This issue tracker has been migrated to GitHub, and is currently read-only.
For more information, see the GitHub FAQs in the Python's Developer Guide.

classification
Title: os.chmod/os.utime/shutil do not work with unicode filenames
Type: Stage:
Components: Unicode Versions:
process
Status: closed Resolution:
Dependencies: Superseder:
Assigned To: mhammond Nosy List: loewis, meyeet, mhammond, quiver, tim.peters
Priority: normal Keywords:

Created on 2003-11-20 21:27 by meyeet, last changed 2022-04-11 14:56 by admin. This issue is now closed.

Files
File name Uploaded Description Edit
q UŒ‹.txt meyeet, 2003-11-20 21:30 filename with kanji characters
unicode_filenames.patch mhammond, 2003-11-28 09:58 Patch, as discussed
Messages (13)
msg19050 - (view) Author: Eric Meyer (meyeet) Date: 2003-11-20 21:27
I have a filename that contains Kanji characters and I'm 
trying change the permissions on the file.

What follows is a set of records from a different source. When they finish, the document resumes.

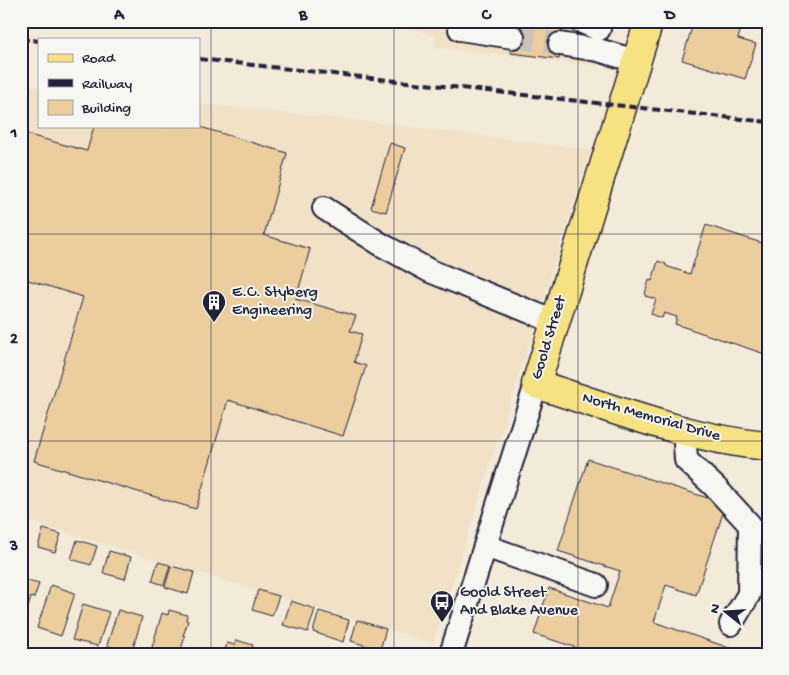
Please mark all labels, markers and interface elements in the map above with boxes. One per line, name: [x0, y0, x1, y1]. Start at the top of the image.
text: A: [113, 7, 125, 26]
text: B: [298, 7, 308, 26]
text: C: [481, 7, 492, 26]
text: D: [663, 7, 676, 26]
legend: [38, 38, 200, 128]
text: Road: [82, 50, 116, 68]
text: Railway: [82, 76, 133, 94]
text: Building: [81, 100, 131, 118]
text: 1: [10, 125, 17, 144]
place label: E.C. Styberg Engineering: [232, 284, 318, 321]
building icon: E.C. Styberg Engineering: [201, 289, 227, 323]
street label: Goold Street: [528, 293, 572, 382]
text: 2: [10, 331, 18, 350]
street label: North Memorial Drive: [580, 389, 723, 447]
text: 3: [9, 538, 18, 557]
place label: Goold Street And Blake Avenue: [460, 584, 579, 621]
north arrow: [702, 588, 752, 638]
bus stop icon: Goold Street And Blake Avenue: [429, 589, 455, 623]
text: N: [706, 602, 725, 616]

I am running Python 2.3.1 on Windows 2000.  Also I 
have the japanese language pack installed so that I can 
view the kanji characters in Windows explorer.


>>> part
u'\u5171\u6709\u3055\u308c\u308b.txt'
>>> os.chmod(part, 0777)
Traceback (most recent call last):
  File "<stdin>", line 1, in ?
OSError: [Errno 22] Invalid argument: '?????.txt'
>>>

I attached the above named file for you to test against.

Thanks.
msg19051 - (view) Author: George Yoshida (quiver) (Python committer) Date: 2003-11-21 00:07
Logged In: YES 
user_id=671362

I'm running Python in almost the same environment.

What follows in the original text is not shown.